El siguiente gran cambio que vive el ahora municipio, es la llegada de la compañía bananera estadounidense. Antes de que esto sucediera, Macondo ya tenía electricidad, su primera fábrica, ferrocarril y teatro. Pero la instalación de las casas con techo de zinc, habitadas por forasteros autoritarios y cuidadas por sicarios con machetes[6], serían el golpe del progreso del cual Macondo no podría recuperarse; durante la masacre de las bananeras, José Arcadio Segundo alcanzó a poner en el suelo al niño que llevaba en los hombros, “antes de que el tropel colosal arrasara con el espacio vacío, con la mujer arrodillada, con la luz del alto cielo de sequía, y con el puto mundo donde Úrsula Iguarán había vendido tantos animalitos de caramelo.”[7]

 

[6] Ibid., p. 251.

[7] Ibid., p. 230.

 

Entonces llovió por cuatro años y, cuando escampó, quienes habían sobrevivido a la catástrofe natural salieron a recibir los primeros soles y “en el fondo de sus corazones parecían satisfechos de haber recuperado el pueblo en que nacieron.”[8]. Tanto parecía que eran los de antes, que hasta los gitanos volvieron. Pero ya no eran los mismos: el hermetismo y aislamiento de Macondo ya no escondía magia en sus habitantes, sino miseria. Al punto de que, cuando Amaranta Úrsula intenta repoblar el cielo de Macondo con veinticinco parejas de canarios, estos se fugan del pueblo una vez habían sido puestos en libertad[9].

 

[8] Ibid., p. 345.

[9] Ibid., p. 393.

 

Macondo ya no era lo mismo: los pájaros, que junto a hombres y mujeres habían sido los primeros pobladores, ya no encontraban en esa tierra un hogar.

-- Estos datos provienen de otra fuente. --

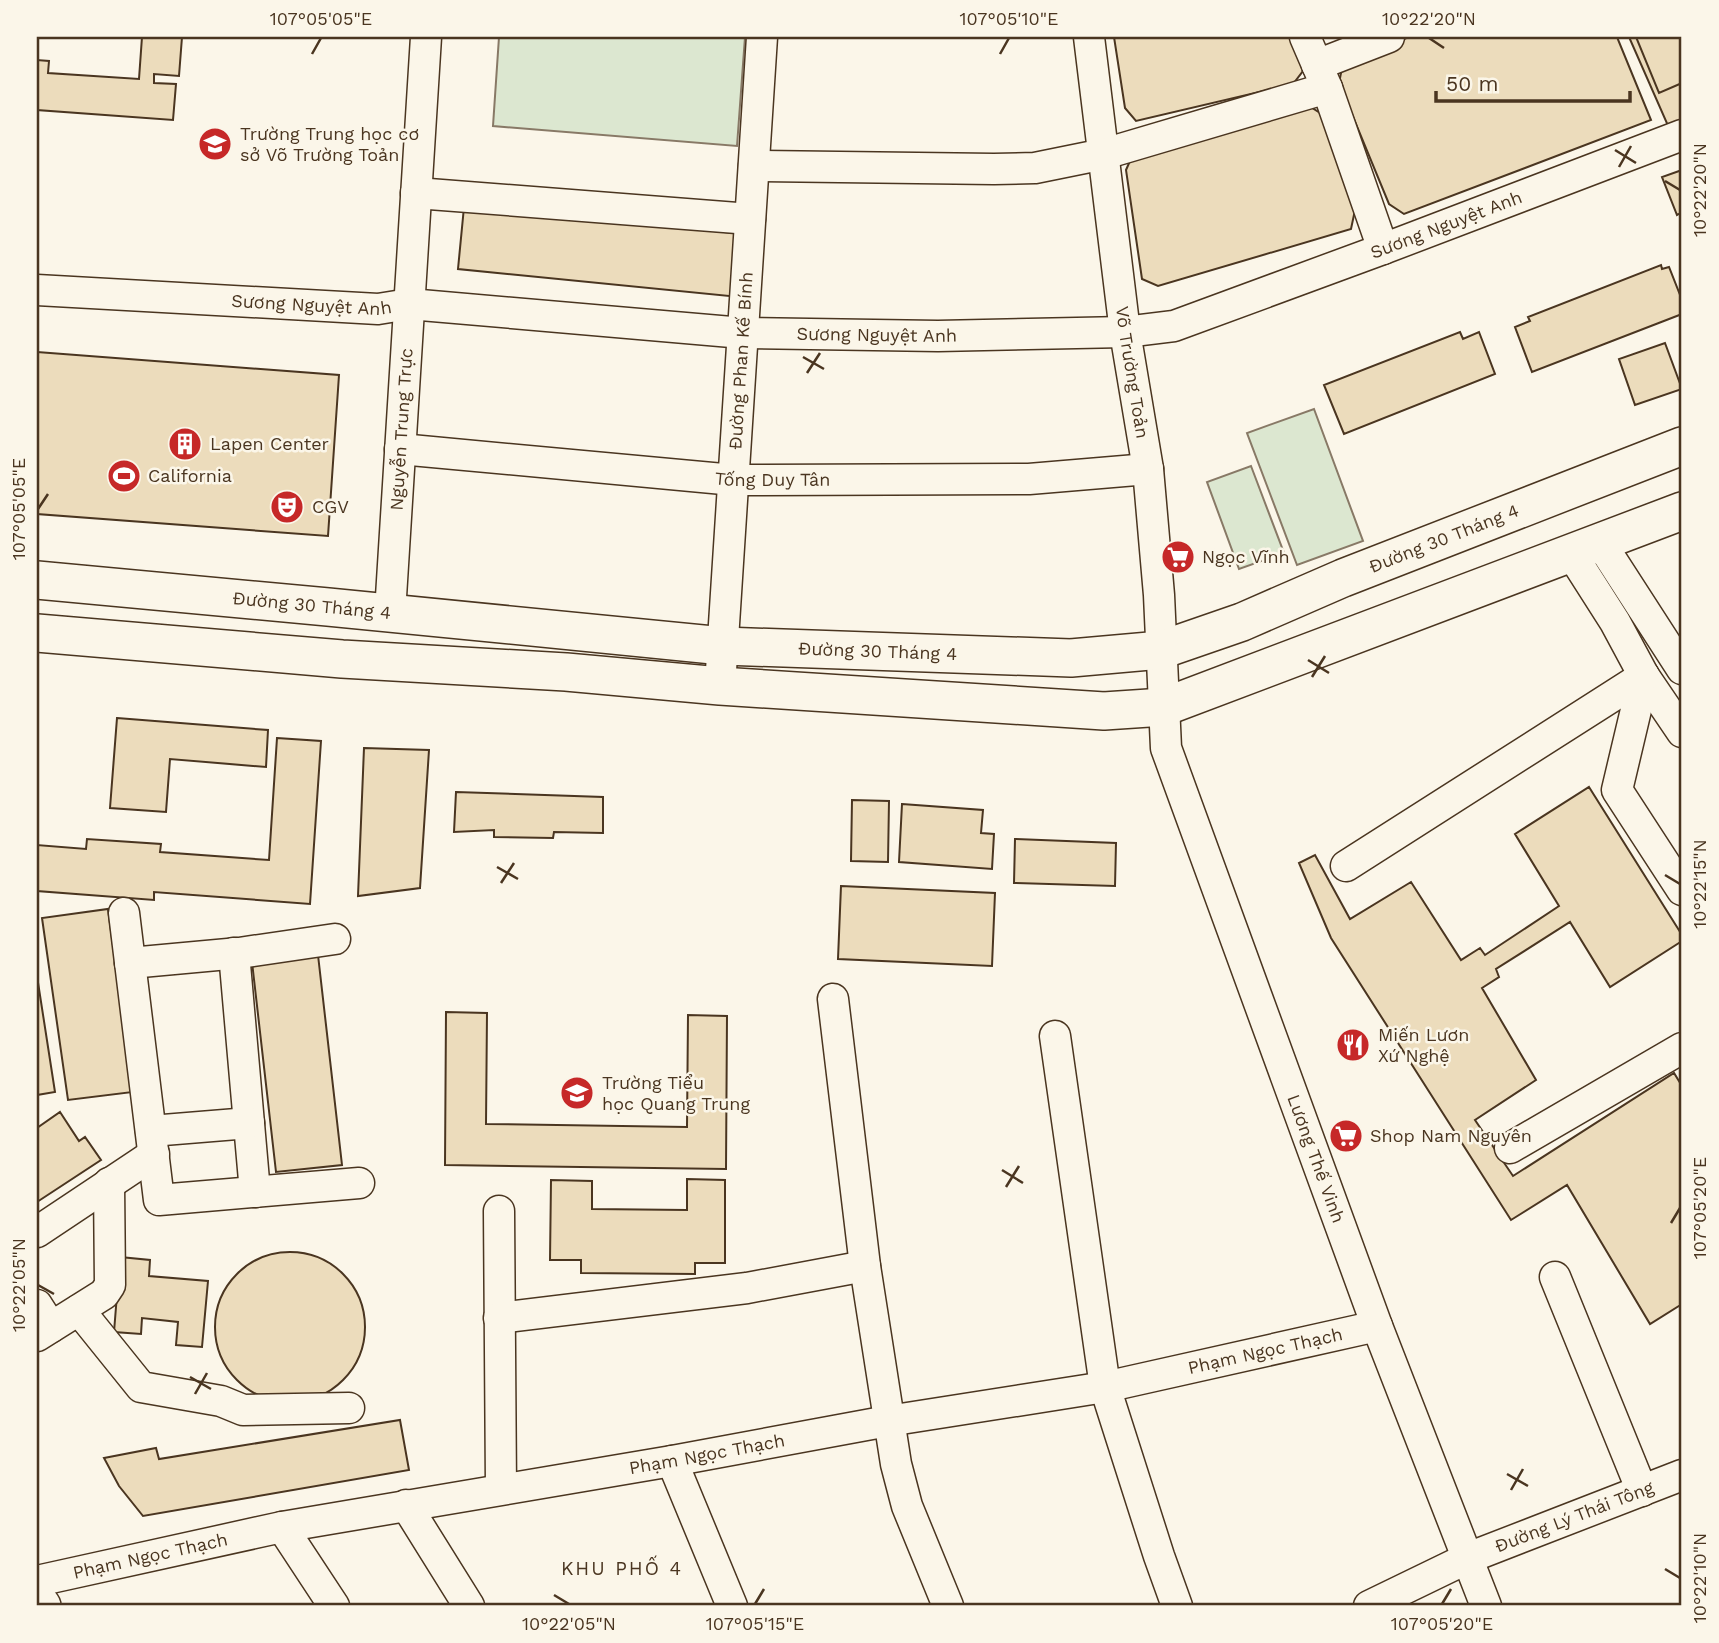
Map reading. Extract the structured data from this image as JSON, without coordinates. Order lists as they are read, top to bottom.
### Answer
{
  "streets": {
    "main road": ["Đường 30 Tháng 4"],
    "street": [
      "Sương Nguyệt Anh",
      "Đường Phan Kế Bính",
      "Võ Trường Toản",
      "Nguyễn Trung Trực",
      "Tống Duy Tân",
      "Lương Thế Vinh",
      "Phạm Ngọc Thạch",
      "Đường Lý Thái Tông"
    ]
  },
  "crossings": [
    ["Sương Nguyệt Anh", "Đường Phan Kế Bính"],
    ["Sương Nguyệt Anh", "Võ Trường Toản"],
    ["Sương Nguyệt Anh", "Nguyễn Trung Trực"],
    ["Đường Phan Kế Bính", "Tống Duy Tân"],
    ["Đường Phan Kế Bính", "Đường 30 Tháng 4"],
    ["Võ Trường Toản", "Tống Duy Tân"],
    ["Võ Trường Toản", "Đường 30 Tháng 4"],
    ["Võ Trường Toản", "Lương Thế Vinh"],
    ["Nguyễn Trung Trực", "Tống Duy Tân"],
    ["Nguyễn Trung Trực", "Đường 30 Tháng 4"],
    ["Lương Thế Vinh", "Phạm Ngọc Thạch"],
    ["Lương Thế Vinh", "Đường Lý Thái Tông"]
  ],
  "districts": ["KHU PHỐ 4"],
  "places": {
    "school or university": ["Trường Trung học cơ sở Võ Trường Toản", "Trường Tiểu học Quang Trung"],
    "building": ["Lapen Center"],
    "sports": ["California"],
    "theatre": ["CGV"],
    "supermarket": ["Ngọc Vĩnh", "Shop Nam Nguyên"],
    "restaurant": ["Miến Lươn Xứ Nghệ"]
  },
  "scale_bar": "50 m",
  "coordinates": [
    "107°05'05\"E",
    "107°05'10\"E",
    "10°22'20\"N",
    "10°22'15\"N",
    "107°05'20\"E",
    "10°22'05\"N",
    "10°22'10\"N",
    "107°05'15\"E"
  ]
}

Los cambios modernos que vive Macondo son impulsados desde afuera: los gitanos provienen de tierras lejanas, la comunicación viene de la ciénaga, el corregidor es del interior, la guerra arrancó en otra parte… Pero del único impulso externo que no se recuperan las formas de relacionamiento mágicas y comunitarias de Macondo, es de la violencia provocada por la compañía bananera.

Lo que busca la modernidad barroca (y, entonces, Macondo) es reconstruir en la imaginación “la concreción de la vida y de sus valores de uso, destruida por su subordinación al capital”[10]; la miseria en la que queda sumido el pueblo parece ser la pérdida de la imaginación macondiana ante el capital extranjero. Sin embargo, Cien Años de Soledad es una obra de la imaginación especulativa, que recoge lo barroco de nuestra modernidad, haciéndole frente a la subordinación al capital. Entonces, ¿qué nos estaba queriendo decir Gabo?

 

[10] Echeverría, Bolívar. Modernidad en América Latina. en Vuelta de Siglo, Editorial Era, México, 2006. P. 112.